Work item: Where in the entries below does "function" appear? Copy every line that has it.

Data under study:
-*-

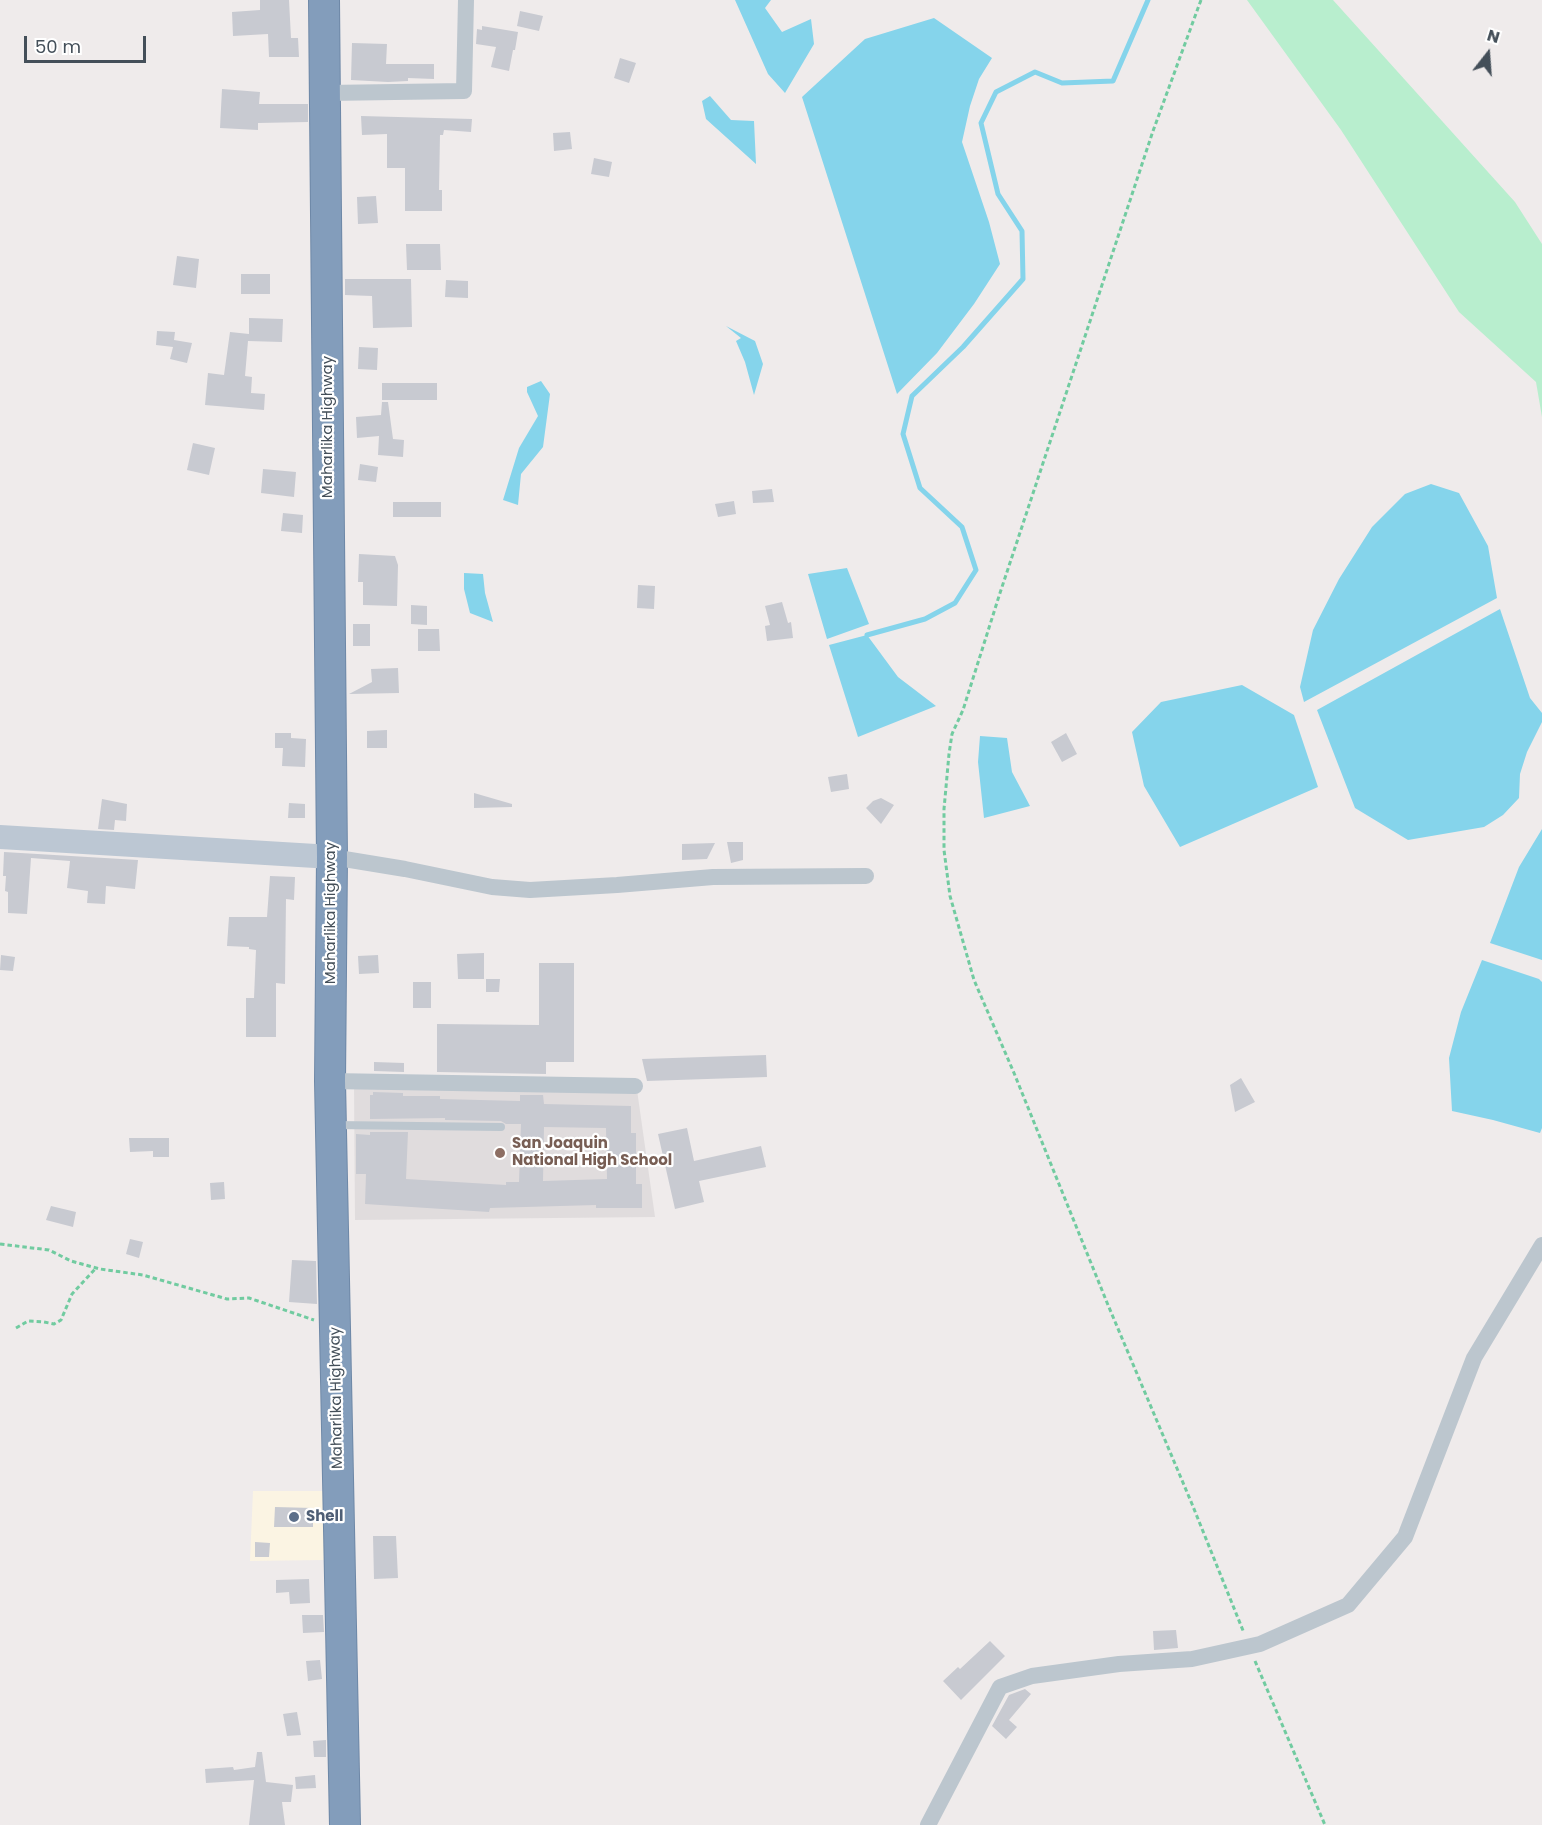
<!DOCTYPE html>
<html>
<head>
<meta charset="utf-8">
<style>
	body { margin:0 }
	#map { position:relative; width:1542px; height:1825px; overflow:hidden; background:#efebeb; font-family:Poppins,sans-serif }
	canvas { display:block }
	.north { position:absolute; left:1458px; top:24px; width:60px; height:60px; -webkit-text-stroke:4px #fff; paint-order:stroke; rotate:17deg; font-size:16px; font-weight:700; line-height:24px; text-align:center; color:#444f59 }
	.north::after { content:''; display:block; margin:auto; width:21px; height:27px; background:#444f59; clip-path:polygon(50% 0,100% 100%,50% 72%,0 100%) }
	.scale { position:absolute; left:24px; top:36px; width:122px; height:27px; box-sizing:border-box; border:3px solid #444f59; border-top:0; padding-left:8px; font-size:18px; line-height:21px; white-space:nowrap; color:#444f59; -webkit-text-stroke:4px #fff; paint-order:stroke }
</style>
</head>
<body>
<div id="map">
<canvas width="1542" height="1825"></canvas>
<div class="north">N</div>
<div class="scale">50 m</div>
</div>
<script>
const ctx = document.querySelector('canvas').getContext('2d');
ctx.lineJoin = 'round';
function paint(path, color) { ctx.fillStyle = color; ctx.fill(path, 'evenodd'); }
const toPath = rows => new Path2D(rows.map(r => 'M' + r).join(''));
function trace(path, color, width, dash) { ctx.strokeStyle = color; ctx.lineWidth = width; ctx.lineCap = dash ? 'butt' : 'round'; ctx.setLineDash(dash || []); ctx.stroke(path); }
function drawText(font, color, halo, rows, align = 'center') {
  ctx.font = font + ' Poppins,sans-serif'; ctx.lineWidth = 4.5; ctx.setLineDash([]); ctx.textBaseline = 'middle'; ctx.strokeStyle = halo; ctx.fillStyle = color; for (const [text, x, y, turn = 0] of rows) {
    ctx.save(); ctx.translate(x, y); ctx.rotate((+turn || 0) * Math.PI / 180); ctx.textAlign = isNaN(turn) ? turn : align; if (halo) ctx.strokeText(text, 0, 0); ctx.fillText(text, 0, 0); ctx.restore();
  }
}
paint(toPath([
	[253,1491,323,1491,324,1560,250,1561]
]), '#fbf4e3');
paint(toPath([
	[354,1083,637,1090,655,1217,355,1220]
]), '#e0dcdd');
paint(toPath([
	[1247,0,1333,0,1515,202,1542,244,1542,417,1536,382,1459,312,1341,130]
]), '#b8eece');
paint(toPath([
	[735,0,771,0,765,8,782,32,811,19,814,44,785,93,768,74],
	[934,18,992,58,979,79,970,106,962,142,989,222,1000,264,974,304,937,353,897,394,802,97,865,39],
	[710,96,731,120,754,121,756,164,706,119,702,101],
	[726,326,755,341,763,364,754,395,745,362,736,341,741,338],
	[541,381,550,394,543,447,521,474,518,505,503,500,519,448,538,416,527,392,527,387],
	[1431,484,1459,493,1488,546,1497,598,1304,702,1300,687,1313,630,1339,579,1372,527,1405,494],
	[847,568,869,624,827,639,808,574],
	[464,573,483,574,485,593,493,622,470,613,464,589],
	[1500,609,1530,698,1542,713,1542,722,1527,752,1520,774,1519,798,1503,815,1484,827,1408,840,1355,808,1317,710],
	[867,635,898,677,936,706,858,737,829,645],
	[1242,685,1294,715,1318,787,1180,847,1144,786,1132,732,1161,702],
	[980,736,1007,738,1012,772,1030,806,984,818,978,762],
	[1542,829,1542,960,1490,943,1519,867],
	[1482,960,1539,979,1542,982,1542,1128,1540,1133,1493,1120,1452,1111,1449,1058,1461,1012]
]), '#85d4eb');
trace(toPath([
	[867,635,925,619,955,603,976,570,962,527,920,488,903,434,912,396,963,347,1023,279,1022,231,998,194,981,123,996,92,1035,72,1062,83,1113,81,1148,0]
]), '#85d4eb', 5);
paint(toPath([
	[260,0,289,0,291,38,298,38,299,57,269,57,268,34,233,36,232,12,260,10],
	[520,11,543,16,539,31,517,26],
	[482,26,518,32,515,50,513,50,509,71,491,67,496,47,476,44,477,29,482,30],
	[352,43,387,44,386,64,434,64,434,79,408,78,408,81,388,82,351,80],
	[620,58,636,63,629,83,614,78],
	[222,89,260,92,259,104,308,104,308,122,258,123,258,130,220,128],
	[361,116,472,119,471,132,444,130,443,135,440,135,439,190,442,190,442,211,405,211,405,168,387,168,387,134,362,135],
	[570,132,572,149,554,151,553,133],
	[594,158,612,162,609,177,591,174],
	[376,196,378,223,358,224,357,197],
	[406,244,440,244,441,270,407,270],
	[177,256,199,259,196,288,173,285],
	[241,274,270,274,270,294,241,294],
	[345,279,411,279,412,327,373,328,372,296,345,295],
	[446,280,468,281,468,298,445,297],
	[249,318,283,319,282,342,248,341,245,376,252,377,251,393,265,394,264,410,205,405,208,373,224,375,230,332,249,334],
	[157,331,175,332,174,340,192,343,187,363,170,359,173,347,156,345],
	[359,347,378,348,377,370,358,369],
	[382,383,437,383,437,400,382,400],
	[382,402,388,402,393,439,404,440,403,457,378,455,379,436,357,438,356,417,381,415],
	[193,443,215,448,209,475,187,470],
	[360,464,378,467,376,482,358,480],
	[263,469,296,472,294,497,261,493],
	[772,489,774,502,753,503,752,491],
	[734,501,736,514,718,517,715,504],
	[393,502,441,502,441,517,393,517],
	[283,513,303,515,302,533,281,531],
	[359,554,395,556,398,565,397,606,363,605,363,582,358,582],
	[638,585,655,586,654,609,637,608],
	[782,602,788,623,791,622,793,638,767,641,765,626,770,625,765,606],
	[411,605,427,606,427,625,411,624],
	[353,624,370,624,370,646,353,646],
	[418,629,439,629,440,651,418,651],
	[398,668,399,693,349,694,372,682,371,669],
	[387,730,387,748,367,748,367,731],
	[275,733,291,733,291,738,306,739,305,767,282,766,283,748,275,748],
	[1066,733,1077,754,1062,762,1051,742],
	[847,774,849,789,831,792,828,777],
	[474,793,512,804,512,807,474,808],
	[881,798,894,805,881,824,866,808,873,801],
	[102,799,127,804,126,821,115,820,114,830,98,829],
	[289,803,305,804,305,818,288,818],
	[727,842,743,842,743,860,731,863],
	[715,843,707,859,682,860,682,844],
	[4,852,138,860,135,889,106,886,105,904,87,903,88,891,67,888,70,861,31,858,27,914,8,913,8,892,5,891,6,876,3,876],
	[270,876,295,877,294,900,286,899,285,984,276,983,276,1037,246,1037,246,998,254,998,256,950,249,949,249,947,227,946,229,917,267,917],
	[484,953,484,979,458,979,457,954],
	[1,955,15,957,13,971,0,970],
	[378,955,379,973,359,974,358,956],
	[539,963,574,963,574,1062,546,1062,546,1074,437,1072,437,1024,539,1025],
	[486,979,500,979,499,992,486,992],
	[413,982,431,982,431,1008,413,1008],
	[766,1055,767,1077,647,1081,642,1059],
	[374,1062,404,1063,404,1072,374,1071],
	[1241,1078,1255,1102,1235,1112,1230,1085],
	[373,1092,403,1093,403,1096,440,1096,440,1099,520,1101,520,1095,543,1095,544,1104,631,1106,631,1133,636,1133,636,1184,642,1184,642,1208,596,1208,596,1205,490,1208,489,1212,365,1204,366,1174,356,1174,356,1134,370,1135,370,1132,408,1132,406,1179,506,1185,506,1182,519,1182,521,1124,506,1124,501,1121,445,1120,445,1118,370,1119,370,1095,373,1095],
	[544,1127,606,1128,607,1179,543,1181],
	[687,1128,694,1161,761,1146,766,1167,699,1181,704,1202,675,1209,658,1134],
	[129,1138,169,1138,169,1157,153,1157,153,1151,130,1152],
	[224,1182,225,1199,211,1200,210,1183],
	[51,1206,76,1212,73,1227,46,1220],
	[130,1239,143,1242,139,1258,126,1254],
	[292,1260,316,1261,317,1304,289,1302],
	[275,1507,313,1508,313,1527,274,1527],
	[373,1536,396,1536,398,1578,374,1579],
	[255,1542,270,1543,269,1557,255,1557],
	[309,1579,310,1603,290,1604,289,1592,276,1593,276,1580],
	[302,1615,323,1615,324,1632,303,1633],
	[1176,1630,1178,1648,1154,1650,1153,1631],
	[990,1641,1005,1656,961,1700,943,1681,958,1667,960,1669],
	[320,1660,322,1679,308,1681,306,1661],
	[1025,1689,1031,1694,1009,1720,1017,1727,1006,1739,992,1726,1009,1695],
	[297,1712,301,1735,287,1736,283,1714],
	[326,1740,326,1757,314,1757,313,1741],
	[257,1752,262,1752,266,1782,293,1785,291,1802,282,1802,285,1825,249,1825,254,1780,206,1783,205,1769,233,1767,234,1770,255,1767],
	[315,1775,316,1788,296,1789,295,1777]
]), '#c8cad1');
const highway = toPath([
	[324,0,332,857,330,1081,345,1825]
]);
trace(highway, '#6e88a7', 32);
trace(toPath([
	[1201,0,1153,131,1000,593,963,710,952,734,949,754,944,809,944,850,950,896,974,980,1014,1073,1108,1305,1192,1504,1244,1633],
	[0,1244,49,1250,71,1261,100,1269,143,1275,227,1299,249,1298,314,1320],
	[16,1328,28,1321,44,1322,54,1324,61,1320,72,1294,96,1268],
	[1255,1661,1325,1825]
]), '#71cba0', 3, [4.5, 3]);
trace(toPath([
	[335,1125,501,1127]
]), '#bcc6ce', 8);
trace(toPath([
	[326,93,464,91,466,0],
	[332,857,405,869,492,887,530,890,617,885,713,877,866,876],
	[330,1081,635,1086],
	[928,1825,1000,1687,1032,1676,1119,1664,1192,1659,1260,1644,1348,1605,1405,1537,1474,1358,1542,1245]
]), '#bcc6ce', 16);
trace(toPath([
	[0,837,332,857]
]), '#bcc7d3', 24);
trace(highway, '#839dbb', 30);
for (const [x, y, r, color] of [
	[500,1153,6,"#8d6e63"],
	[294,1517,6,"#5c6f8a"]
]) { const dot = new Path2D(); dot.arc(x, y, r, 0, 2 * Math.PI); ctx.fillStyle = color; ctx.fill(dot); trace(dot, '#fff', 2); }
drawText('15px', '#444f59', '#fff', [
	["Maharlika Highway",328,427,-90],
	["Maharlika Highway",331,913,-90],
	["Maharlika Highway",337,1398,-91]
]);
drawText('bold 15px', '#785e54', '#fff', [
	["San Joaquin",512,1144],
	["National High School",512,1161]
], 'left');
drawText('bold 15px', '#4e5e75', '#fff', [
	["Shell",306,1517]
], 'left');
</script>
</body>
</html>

-*-

Your solution:
function paint(path, color) { ctx.fillStyle = color; ctx.fill(path, 'evenodd'); }
function trace(path, color, width, dash) { ctx.strokeStyle = color; ctx.lineWidth = width; ctx.lineCap = dash ? 'butt' : 'round'; ctx.setLineDash(dash || []); ctx.stroke(path); }
function drawText(font, color, halo, rows, align = 'center') {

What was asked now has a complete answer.